Ia menambahkan, sebanyak 700 ulama akan hadir dalam Ijtima Ulama Komisi Fatwa se-Indonesia tersebut.

Ke-700 peserta itu terdiri dari unsur Dewan Pimpinan MUI, anggota Komisi Fatwa MUI pusat, pimpinan komisi atau lembaga fatwa ormas Islam, pimpinan Fakultas Syariah UIN/IAIN, pimpinan MUI provinsi, pimpinan pondok pesantren, dan unsur perorangan (cendekiawan, ulama, habaib), serta sejumlah perwakilan dari luar negeri.

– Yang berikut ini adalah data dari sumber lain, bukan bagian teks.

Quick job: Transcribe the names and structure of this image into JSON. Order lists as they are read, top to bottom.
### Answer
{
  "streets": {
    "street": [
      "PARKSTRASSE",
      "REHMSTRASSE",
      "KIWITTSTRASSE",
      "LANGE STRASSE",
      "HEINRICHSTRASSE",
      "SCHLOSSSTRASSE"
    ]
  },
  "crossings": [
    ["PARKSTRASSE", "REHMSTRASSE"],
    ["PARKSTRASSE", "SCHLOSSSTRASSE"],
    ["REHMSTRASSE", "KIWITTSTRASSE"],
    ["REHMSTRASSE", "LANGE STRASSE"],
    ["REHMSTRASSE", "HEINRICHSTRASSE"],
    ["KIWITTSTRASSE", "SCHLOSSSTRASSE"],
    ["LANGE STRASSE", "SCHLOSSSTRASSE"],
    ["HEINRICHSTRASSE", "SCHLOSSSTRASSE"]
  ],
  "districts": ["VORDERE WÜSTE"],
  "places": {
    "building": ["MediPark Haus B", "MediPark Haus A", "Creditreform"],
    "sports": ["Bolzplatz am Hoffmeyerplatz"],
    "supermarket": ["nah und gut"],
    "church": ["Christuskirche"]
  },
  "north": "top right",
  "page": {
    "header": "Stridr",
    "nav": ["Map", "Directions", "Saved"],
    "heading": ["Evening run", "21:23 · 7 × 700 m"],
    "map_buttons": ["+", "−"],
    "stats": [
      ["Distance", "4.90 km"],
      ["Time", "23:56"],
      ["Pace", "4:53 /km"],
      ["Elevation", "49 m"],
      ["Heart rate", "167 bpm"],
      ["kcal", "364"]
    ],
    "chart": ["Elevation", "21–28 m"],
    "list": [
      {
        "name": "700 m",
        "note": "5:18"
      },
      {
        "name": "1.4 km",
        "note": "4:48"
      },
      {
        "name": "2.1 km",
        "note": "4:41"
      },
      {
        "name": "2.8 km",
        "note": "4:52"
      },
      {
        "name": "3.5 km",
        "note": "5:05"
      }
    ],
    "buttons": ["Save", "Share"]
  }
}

Sedangkan materi yang akan dibahas dalam Ijtima Ulama itu terbagi dalam tiga kelompok besar yakni pertama, masalah strategis kebangsaan yang meliputi prinsip Islam tentang hubungan antarumat beragama, implementasi Islam sebagai "rahmatan lil-alamin", peran agama dalam pembinaan moral bangsa, dan masalah golput dalam pemilu dan pilkada.

Kedua, masalah fikih kontemporer, terdiri dari hukum merokok, pernikahan usia dini, bank mata dan organ tubuh lain, masalah zakat, konsumsi makanan halal, persoalan wakaf dan senam pernafasan yoga.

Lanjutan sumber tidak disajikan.